"""

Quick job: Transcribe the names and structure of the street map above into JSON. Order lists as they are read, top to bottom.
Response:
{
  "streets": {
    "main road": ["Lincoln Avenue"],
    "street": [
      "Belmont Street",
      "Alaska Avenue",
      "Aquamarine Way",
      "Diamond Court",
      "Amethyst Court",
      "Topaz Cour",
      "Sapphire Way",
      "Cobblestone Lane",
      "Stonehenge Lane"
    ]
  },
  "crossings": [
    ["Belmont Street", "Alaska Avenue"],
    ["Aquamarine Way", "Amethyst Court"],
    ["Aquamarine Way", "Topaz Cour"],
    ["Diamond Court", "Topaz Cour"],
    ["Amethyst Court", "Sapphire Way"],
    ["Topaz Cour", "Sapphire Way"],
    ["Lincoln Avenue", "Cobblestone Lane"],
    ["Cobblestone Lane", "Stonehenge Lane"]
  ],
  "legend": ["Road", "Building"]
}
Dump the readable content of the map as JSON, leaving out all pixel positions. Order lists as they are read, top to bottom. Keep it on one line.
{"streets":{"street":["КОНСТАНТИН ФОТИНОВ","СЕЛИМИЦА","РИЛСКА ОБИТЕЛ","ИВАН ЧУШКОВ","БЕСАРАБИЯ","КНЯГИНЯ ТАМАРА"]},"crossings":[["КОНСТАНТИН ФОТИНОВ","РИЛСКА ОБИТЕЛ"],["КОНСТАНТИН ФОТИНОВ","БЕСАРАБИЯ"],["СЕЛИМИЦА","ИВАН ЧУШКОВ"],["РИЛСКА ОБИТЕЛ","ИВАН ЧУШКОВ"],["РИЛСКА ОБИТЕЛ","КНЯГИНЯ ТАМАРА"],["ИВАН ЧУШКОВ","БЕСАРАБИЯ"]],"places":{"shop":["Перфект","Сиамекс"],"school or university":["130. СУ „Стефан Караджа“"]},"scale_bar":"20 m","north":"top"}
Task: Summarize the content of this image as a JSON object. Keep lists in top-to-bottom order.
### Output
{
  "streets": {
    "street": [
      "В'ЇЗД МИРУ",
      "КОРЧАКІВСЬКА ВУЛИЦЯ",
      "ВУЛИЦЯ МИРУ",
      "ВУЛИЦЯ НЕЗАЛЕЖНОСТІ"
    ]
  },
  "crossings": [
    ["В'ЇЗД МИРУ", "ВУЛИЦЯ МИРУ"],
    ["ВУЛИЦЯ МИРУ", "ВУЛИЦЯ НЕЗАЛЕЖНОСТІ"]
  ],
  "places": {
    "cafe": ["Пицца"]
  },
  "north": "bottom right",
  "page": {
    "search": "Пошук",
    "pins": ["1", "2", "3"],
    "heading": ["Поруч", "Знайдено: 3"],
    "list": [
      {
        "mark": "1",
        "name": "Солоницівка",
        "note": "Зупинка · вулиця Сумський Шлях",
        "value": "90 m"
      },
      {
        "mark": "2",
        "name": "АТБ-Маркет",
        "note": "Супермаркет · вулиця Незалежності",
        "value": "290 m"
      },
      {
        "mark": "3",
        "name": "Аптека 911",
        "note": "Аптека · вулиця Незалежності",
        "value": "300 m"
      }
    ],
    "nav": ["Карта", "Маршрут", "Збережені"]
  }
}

"""

- [Brief] An exact copy of the entries from the line containing "Task: Summarize the" through the last line is the expected answer.

- [Written answer]
Task: Summarize the content of this image as a JSON object. Keep lists in top-to-bottom order.
### Output
{
  "streets": {
    "street": [
      "В'ЇЗД МИРУ",
      "КОРЧАКІВСЬКА ВУЛИЦЯ",
      "ВУЛИЦЯ МИРУ",
      "ВУЛИЦЯ НЕЗАЛЕЖНОСТІ"
    ]
  },
  "crossings": [
    ["В'ЇЗД МИРУ", "ВУЛИЦЯ МИРУ"],
    ["ВУЛИЦЯ МИРУ", "ВУЛИЦЯ НЕЗАЛЕЖНОСТІ"]
  ],
  "places": {
    "cafe": ["Пицца"]
  },
  "north": "bottom right",
  "page": {
    "search": "Пошук",
    "pins": ["1", "2", "3"],
    "heading": ["Поруч", "Знайдено: 3"],
    "list": [
      {
        "mark": "1",
        "name": "Солоницівка",
        "note": "Зупинка · вулиця Сумський Шлях",
        "value": "90 m"
      },
      {
        "mark": "2",
        "name": "АТБ-Маркет",
        "note": "Супермаркет · вулиця Незалежності",
        "value": "290 m"
      },
      {
        "mark": "3",
        "name": "Аптека 911",
        "note": "Аптека · вулиця Незалежності",
        "value": "300 m"
      }
    ],
    "nav": ["Карта", "Маршрут", "Збережені"]
  }
}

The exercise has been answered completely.